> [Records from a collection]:
- - -

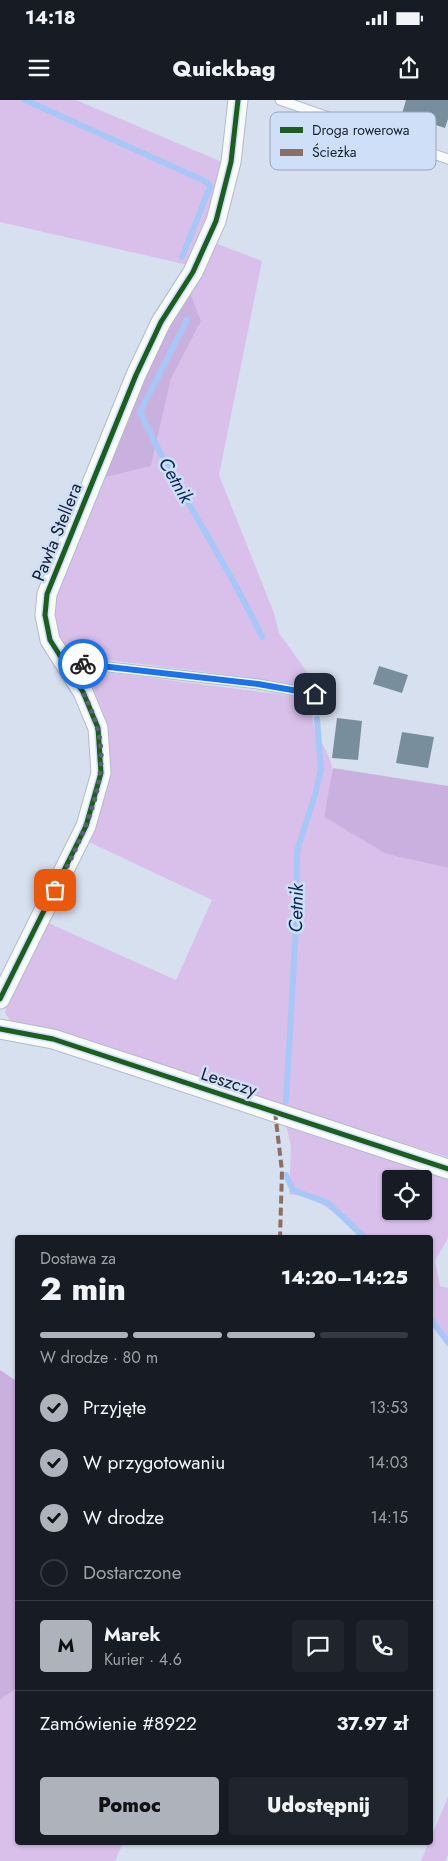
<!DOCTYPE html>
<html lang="pl">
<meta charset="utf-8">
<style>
body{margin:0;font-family:Jost,sans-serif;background:#20242c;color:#f1f3f6;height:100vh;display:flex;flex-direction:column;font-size:19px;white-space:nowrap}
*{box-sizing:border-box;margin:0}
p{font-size:16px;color:#9ea1a6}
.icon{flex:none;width:28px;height:28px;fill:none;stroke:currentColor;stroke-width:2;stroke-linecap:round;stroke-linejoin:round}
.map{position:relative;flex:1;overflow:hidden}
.drawer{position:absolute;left:15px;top:1135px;width:418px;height:610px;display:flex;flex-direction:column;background:#171b24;border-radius:5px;box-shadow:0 1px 4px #0004}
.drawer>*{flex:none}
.controls{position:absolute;left:382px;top:1070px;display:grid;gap:10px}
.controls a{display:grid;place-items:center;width:50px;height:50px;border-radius:5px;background:#171b24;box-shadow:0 1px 4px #0004;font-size:25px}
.pin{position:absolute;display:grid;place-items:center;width:42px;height:42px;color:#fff;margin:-21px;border-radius:10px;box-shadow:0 2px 8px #0006}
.courier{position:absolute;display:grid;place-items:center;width:50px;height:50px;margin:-25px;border:4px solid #1a73e8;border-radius:50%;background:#fff;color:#222;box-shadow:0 1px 6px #0007}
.summary em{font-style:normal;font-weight:800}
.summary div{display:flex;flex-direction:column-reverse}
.summary{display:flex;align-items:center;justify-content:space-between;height:85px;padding:0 25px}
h1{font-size:32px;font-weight:800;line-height:38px}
.bar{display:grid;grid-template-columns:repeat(4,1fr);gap:8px 5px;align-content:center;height:60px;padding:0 25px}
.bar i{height:6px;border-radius:4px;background:#363941}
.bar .on{background:#adb2bb}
.bar p{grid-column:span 4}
.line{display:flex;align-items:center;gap:12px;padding:0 25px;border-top:1px solid #363941}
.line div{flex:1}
.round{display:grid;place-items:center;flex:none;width:52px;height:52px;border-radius:5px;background:#20242c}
ol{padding:0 25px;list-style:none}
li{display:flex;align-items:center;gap:15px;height:55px}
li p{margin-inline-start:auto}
li .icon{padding:5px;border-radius:50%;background:#adb2bb;color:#111;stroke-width:4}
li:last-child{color:#9ea1a6}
li i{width:28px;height:28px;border:2px solid #363941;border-radius:50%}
.button{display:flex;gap:10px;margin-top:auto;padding:10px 25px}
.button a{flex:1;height:58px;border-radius:5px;background:#adb2bb;color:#111;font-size:20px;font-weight:800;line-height:58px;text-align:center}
.button a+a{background:#20242c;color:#f1f3f6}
.status{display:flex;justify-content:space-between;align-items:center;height:35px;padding:0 25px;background:#171b24;direction:ltr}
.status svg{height:14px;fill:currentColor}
header{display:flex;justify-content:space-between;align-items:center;height:65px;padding:0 25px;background:#171b24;font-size:22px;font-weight:800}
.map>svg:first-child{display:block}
</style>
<div class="status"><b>14:18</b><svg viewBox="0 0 49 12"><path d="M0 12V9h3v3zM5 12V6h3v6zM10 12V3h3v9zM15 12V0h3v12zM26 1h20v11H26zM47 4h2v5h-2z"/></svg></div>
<header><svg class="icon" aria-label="menu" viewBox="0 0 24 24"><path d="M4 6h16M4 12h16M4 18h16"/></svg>Quickbag<svg class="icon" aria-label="share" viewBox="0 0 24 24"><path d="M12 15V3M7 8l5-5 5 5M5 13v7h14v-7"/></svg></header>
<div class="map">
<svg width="448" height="1761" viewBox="0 0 448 1761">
<rect width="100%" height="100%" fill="#d7e0ee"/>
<g fill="#d8c0eb" fill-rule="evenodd">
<polygon points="0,0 76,0 222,62 208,120 188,165 0,122"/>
<path d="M215,143l47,18 -43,214 55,138 5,20 41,57 -67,-12 -169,-21c-4,-1 -11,-2 -15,-4 -18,-11 -17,-42 -13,-59l46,-116 49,-12 20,-87 30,-58 -11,-29z"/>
<path d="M112,573l174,22 29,6c-10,29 12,41 17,66 3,10 -6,38 -8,50l62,37 62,14v289l-435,-133 -8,-11 3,-14 38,-77 130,58 36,-80 -123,-58c14,-39 25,-78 16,-120 -2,-13 -9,-24 -13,-37l7,-7z"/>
<path d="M286,1025l162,54v59l-13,23 5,25 8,2v59l-18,-24v-85l-68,-1c-23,-21 -40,-39 -73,-43l2,-48zM391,1079h33v32h-33z"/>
<polygon points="17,1588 18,1742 123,1743 115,1761 0,1761 0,1600"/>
<polygon points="448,1697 448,1755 445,1761 421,1761"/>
</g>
<g fill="#cab0df">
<polygon points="190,192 201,221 171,279 151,366 102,378 166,228"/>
<polygon points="333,668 448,686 448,768 386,754 324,717"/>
<polygon points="0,1270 18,1282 17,1588 0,1600"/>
</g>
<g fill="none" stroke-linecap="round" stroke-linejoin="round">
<g stroke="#a7c8f6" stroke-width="6">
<polyline points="25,0 207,82 210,87 182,157"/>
<path d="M187,220l-47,92c36,78 86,148 122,225"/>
<polyline points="286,1001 296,827 297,751 315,695 321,670 317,619"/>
<polyline points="286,1075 293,1090 328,1103 365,1138"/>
<polyline points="430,1218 448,1242"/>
</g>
</g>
<g fill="#788e9c">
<polygon points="406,0 448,0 448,19 445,28 402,14"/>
<polygon points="379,566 408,575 402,593 373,584"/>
<polygon points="337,618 362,621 358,660 332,658"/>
<polygon points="402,632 434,637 428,668 396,663"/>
</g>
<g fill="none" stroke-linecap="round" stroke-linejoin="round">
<defs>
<g id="service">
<polyline points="280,0 448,59"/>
<polyline points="65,562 258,584 315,594"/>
</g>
<g id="minor">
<polyline points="0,899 86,726 101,673 98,628 83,592 50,540 45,515 47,494 136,275 161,222 193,172 216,121 231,62 238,0"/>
<polyline points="0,929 53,939 448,1069"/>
</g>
</defs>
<use href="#service" stroke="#b2bbca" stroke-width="11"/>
<use href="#minor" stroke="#b2bbca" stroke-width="21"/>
<use href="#service" stroke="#f9fafc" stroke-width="9"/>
<use href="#minor" stroke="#f9fafc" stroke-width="19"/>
<polyline stroke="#8d6e63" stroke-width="4" stroke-dasharray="8 4" stroke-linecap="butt" points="275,1012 282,1071 280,1138"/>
<defs>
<g id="cycleway">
<polyline points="0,899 86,726 101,673 98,628 83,592 50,540 45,515 47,494 136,275 161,222 193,172 216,121 231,62 238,0"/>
<polyline points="0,929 53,939 448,1069"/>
</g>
</defs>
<use href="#cycleway" stroke="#cedff7" stroke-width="8"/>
<use href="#cycleway" stroke="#1b5e20" stroke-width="5"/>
</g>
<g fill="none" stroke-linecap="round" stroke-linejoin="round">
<path stroke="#5a6372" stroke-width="5" stroke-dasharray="0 9" d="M55,790c24,-47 58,-109 42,-163 -6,-23 -20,-45 -32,-65l18,2"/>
<polyline stroke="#1a73e8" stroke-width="6" points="83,564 258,584 315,594"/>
</g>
<g text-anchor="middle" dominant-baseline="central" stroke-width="5" stroke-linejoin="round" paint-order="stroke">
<g font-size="18" fill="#16202f" stroke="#cedff7">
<text transform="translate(57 432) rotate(-68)">Pawła Stellera</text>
<text transform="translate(229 982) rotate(18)">Leszczy</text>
</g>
<g font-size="19" font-style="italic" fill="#052855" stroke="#cedff7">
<text transform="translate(176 380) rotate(60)">Cetnik</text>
<text transform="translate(296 808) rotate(-89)">Cetnik</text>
</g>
</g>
<rect x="270" y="12" width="166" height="58" rx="8" fill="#cedff7" stroke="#97a6bb" stroke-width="1"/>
<rect x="280" y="27" width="23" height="6" fill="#1b5e20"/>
<rect x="280" y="49" width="23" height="7" fill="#8d6e63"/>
<g font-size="14" fill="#16202f">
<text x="312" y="35">Droga rowerowa</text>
<text x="312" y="57">Ścieżka</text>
</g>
</svg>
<div class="controls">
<a><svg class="icon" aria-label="locate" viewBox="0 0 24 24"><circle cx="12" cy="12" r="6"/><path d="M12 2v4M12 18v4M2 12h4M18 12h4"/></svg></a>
</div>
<div class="pin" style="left:55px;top:790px;background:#ea580c"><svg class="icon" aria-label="bag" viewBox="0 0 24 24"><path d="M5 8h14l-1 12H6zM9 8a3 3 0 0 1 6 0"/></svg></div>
<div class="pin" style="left:315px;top:594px;background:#1f2937"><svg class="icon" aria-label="home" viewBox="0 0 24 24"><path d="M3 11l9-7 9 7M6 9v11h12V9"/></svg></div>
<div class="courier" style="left:83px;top:564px"><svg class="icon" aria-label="bike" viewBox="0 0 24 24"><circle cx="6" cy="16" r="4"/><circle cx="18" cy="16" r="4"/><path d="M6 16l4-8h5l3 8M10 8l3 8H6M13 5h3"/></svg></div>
<section class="drawer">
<div class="summary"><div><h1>2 min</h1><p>Dostawa za</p></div><em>14:20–14:25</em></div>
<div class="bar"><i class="on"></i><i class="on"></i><i class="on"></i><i></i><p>W drodze · 80 m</p></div>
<ol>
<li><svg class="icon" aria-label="check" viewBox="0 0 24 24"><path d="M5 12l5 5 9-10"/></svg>Przyjęte<p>13:53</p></li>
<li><svg class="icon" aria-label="check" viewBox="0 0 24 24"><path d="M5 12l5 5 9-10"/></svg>W przygotowaniu<p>14:03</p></li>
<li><svg class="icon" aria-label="check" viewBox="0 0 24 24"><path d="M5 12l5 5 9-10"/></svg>W drodze<p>14:15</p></li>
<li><i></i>Dostarczone</li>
</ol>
<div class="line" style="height:90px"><b class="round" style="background:#adb2bb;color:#111">M</b><div><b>Marek</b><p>Kurier · 4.6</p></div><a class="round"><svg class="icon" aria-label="chat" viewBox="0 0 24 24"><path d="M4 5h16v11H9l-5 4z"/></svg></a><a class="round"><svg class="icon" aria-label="phone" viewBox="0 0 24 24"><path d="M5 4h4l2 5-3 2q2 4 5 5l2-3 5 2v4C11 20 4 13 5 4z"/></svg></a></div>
<div class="line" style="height:65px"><div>Zamówienie #8922</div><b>37.97 zł</b></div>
<div class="button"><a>Pomoc</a><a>Udostępnij</a></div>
</section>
</div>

- - -

> [What is being asked]: Return, from the data above, each line in which the string "controls" appears.

> [Task output]:
.controls{position:absolute;left:382px;top:1070px;display:grid;gap:10px}
.controls a{display:grid;place-items:center;width:50px;height:50px;border-radius:5px;background:#171b24;box-shadow:0 1px 4px #0004;font-size:25px}
<div class="controls">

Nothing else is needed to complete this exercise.